1 in 2 people with diabetes (212 million people) remain undiagnosed. Diabetes can have serious health complications, including blindness. On World Diabetes Day, CERA is urging people with diabetes to remember to take care of their eyes. Could you spot the warning signs in your family? Learn more about World Diabetes Day and what you can do to support your family members with diabetes.
2 out of 5 women with diabetes are in the reproductive age. We spoke with CERA PhD student, Dr Felicia Widyaputri, supervised by CERA Principal Investigator Associate Professor Lyndell Lim, to learn more about why it’s important for women in their pregnancy to remember to take care of their eyes, and how Dr Widyaputri’s research is helping to improve the care of pregnant women with diabetic eye disease.
Tell me about your research at CERA.
My research is in the area of diabetic retinopathy (DR) in pregnant women with pre-existing diabetes (type 1 or 2 diabetes). DR is a leading cause of blindness in the working-age population, which also coincides with the reproductive age. DR may develop or even worsen during pregnancy, causing vision loss that has serious implications for the mother and her family. My PhD project aims to determine the number of pregnant women with pre-existing diabetes who are affected by this blinding eye disease.

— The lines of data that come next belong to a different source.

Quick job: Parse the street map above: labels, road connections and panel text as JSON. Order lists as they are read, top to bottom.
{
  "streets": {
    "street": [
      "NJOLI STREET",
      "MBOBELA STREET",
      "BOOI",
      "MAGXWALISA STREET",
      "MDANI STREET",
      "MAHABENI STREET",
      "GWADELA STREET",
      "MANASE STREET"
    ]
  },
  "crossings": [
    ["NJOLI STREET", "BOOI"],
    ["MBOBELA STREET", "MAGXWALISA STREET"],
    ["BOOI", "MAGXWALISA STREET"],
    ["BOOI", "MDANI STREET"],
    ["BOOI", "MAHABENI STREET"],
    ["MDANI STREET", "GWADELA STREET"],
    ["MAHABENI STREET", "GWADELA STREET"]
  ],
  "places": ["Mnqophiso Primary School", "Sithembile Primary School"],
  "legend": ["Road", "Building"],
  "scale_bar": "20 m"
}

I am also testing a novel imaging technique which can predict DR progression that is safe to perform during pregnancy, so we can prevent blindness.

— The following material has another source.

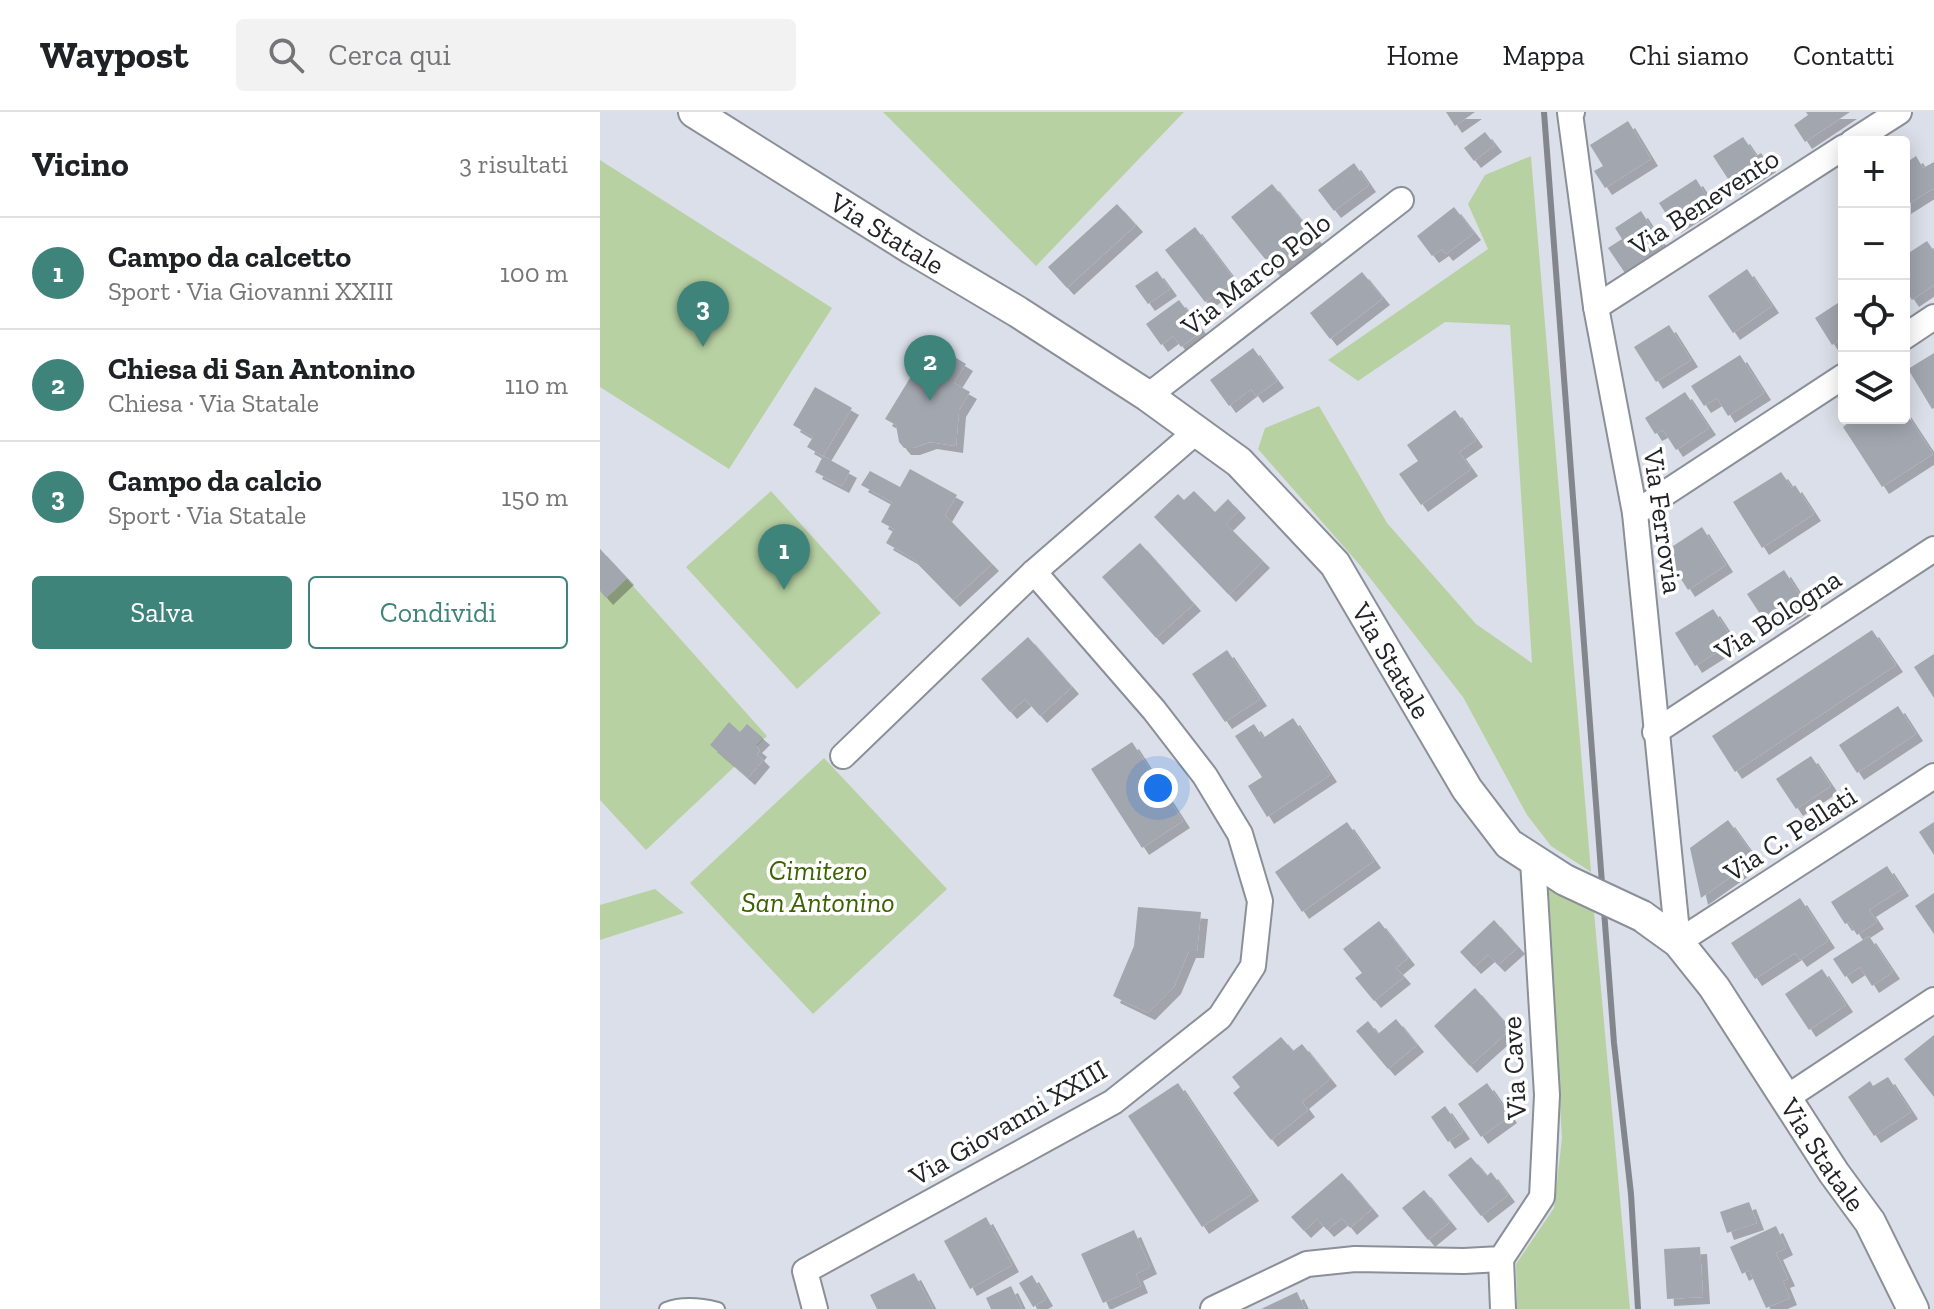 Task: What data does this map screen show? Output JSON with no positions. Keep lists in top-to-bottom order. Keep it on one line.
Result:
{"streets":{"street":["Via Benevento","Via Statale","Via Marco Polo","Via Ferrovia","Via Bologna","Via C. Pellati","Via Cave","Via Giovanni XXIII"]},"crossings":[["Via Benevento","Via Ferrovia"],["Via Statale","Via Marco Polo"],["Via Statale","Via Ferrovia"],["Via Statale","Via C. Pellati"],["Via Statale","Via Cave"],["Via Ferrovia","Via Bologna"],["Via Ferrovia","Via C. Pellati"]],"parks":["Cimitero San Antonino"],"page":{"header":"Waypost","search":"Cerca qui","nav":["Home","Mappa","Chi siamo","Contatti"],"heading":["Vicino","3 risultati"],"map_buttons":["+","−"],"list":[{"mark":"1","name":"Campo da calcetto","note":"Sport · Via Giovanni XXIII","value":"100 m"},{"mark":"2","name":"Chiesa di San Antonino","note":"Chiesa · Via Statale","value":"110 m"},{"mark":"3","name":"Campo da calcio","note":"Sport · Via Statale","value":"150 m"}],"pins":["3","2","1"],"buttons":["Salva","Condividi"]}}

Why is it important for women with diabetes who are pregnant to think about their eye health?
Women who have pre-existing diabetes during pregnancy are at risk of developing irreversible visual impairment. This can only be prevented if they attend routine diabetic eye screening examinations during pregnancy, to detect and treat disease before it is too late.
What can women do to take better care of their eye health?
It is recommended for pregnant women with pre-existing diabetes to have screening eye checks at least once in each trimester, especially when they already have DR before their pregnancy.
I have seen how hard pregnancy is for women who have diabetes, as they have a number of appointments on top of the everyday responsibility of blood glucose monitoring. Getting a routine diabetic eye screening is very important during pregnancy. Because nothing is better than seeing your baby grow.